▶ Goal of the exercise: Please copy out the records that follow exactly as they stand.

▶ Listed entries:
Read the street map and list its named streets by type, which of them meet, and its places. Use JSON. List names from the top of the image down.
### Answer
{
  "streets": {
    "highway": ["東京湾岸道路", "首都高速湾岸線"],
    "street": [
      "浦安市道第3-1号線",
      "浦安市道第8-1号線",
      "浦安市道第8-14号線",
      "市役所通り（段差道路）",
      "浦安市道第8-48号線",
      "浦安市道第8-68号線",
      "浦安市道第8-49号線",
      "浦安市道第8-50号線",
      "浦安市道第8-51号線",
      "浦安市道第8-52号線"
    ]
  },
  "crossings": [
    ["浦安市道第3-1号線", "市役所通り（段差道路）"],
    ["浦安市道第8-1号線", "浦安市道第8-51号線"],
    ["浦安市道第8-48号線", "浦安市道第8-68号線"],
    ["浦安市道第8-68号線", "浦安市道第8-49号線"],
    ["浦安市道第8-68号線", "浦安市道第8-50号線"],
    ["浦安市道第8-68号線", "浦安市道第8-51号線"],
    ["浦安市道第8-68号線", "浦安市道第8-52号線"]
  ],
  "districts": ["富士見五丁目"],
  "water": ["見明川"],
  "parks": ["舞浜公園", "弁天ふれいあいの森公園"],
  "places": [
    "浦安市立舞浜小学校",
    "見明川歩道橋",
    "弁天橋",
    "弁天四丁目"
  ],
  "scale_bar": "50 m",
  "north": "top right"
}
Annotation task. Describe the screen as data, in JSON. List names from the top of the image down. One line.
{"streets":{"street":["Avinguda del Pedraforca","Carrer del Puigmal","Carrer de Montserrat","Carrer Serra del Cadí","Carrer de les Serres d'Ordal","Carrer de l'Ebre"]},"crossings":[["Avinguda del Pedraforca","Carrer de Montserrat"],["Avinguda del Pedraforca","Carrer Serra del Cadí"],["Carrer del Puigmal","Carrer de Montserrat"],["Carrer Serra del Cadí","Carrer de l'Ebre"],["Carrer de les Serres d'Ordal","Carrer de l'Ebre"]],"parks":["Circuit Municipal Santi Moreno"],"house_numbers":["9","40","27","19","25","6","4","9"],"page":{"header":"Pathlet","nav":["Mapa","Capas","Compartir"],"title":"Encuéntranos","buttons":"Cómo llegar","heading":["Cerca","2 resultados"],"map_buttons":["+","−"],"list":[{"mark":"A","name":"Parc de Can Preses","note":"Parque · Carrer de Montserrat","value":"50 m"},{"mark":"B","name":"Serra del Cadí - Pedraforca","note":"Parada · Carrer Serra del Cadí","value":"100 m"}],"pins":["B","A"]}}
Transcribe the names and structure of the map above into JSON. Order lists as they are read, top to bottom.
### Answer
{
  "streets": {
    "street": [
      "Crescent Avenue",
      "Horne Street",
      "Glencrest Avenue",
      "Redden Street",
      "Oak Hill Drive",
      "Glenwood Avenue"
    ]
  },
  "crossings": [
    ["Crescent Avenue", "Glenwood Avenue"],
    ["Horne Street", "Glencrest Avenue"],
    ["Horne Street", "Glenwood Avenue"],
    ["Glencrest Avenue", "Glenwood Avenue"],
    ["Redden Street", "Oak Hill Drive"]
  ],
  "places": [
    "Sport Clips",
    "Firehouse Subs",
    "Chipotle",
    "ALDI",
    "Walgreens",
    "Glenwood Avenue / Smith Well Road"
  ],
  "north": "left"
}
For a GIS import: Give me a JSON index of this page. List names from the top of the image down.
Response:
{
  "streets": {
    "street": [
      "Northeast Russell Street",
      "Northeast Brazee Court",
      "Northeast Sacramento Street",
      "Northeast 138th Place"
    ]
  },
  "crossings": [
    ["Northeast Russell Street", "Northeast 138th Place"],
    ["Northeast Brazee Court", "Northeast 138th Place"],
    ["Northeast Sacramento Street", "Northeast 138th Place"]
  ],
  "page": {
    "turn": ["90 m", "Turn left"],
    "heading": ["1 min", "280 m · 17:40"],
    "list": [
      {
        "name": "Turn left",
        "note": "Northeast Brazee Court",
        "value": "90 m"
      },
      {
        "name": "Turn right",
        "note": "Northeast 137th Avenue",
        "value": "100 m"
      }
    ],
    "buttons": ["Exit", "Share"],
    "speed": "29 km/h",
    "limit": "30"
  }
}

▶ Written solution:
Read the street map and list its named streets by type, which of them meet, and its places. Use JSON. List names from the top of the image down.
### Answer
{
  "streets": {
    "highway": ["東京湾岸道路", "首都高速湾岸線"],
    "street": [
      "浦安市道第3-1号線",
      "浦安市道第8-1号線",
      "浦安市道第8-14号線",
      "市役所通り（段差道路）",
      "浦安市道第8-48号線",
      "浦安市道第8-68号線",
      "浦安市道第8-49号線",
      "浦安市道第8-50号線",
      "浦安市道第8-51号線",
      "浦安市道第8-52号線"
    ]
  },
  "crossings": [
    ["浦安市道第3-1号線", "市役所通り（段差道路）"],
    ["浦安市道第8-1号線", "浦安市道第8-51号線"],
    ["浦安市道第8-48号線", "浦安市道第8-68号線"],
    ["浦安市道第8-68号線", "浦安市道第8-49号線"],
    ["浦安市道第8-68号線", "浦安市道第8-50号線"],
    ["浦安市道第8-68号線", "浦安市道第8-51号線"],
    ["浦安市道第8-68号線", "浦安市道第8-52号線"]
  ],
  "districts": ["富士見五丁目"],
  "water": ["見明川"],
  "parks": ["舞浜公園", "弁天ふれいあいの森公園"],
  "places": [
    "浦安市立舞浜小学校",
    "見明川歩道橋",
    "弁天橋",
    "弁天四丁目"
  ],
  "scale_bar": "50 m",
  "north": "top right"
}
Annotation task. Describe the screen as data, in JSON. List names from the top of the image down. One line.
{"streets":{"street":["Avinguda del Pedraforca","Carrer del Puigmal","Carrer de Montserrat","Carrer Serra del Cadí","Carrer de les Serres d'Ordal","Carrer de l'Ebre"]},"crossings":[["Avinguda del Pedraforca","Carrer de Montserrat"],["Avinguda del Pedraforca","Carrer Serra del Cadí"],["Carrer del Puigmal","Carrer de Montserrat"],["Carrer Serra del Cadí","Carrer de l'Ebre"],["Carrer de les Serres d'Ordal","Carrer de l'Ebre"]],"parks":["Circuit Municipal Santi Moreno"],"house_numbers":["9","40","27","19","25","6","4","9"],"page":{"header":"Pathlet","nav":["Mapa","Capas","Compartir"],"title":"Encuéntranos","buttons":"Cómo llegar","heading":["Cerca","2 resultados"],"map_buttons":["+","−"],"list":[{"mark":"A","name":"Parc de Can Preses","note":"Parque · Carrer de Montserrat","value":"50 m"},{"mark":"B","name":"Serra del Cadí - Pedraforca","note":"Parada · Carrer Serra del Cadí","value":"100 m"}],"pins":["B","A"]}}
Transcribe the names and structure of the map above into JSON. Order lists as they are read, top to bottom.
### Answer
{
  "streets": {
    "street": [
      "Crescent Avenue",
      "Horne Street",
      "Glencrest Avenue",
      "Redden Street",
      "Oak Hill Drive",
      "Glenwood Avenue"
    ]
  },
  "crossings": [
    ["Crescent Avenue", "Glenwood Avenue"],
    ["Horne Street", "Glencrest Avenue"],
    ["Horne Street", "Glenwood Avenue"],
    ["Glencrest Avenue", "Glenwood Avenue"],
    ["Redden Street", "Oak Hill Drive"]
  ],
  "places": [
    "Sport Clips",
    "Firehouse Subs",
    "Chipotle",
    "ALDI",
    "Walgreens",
    "Glenwood Avenue / Smith Well Road"
  ],
  "north": "left"
}
For a GIS import: Give me a JSON index of this page. List names from the top of the image down.
Response:
{
  "streets": {
    "street": [
      "Northeast Russell Street",
      "Northeast Brazee Court",
      "Northeast Sacramento Street",
      "Northeast 138th Place"
    ]
  },
  "crossings": [
    ["Northeast Russell Street", "Northeast 138th Place"],
    ["Northeast Brazee Court", "Northeast 138th Place"],
    ["Northeast Sacramento Street", "Northeast 138th Place"]
  ],
  "page": {
    "turn": ["90 m", "Turn left"],
    "heading": ["1 min", "280 m · 17:40"],
    "list": [
      {
        "name": "Turn left",
        "note": "Northeast Brazee Court",
        "value": "90 m"
      },
      {
        "name": "Turn right",
        "note": "Northeast 137th Avenue",
        "value": "100 m"
      }
    ],
    "buttons": ["Exit", "Share"],
    "speed": "29 km/h",
    "limit": "30"
  }
}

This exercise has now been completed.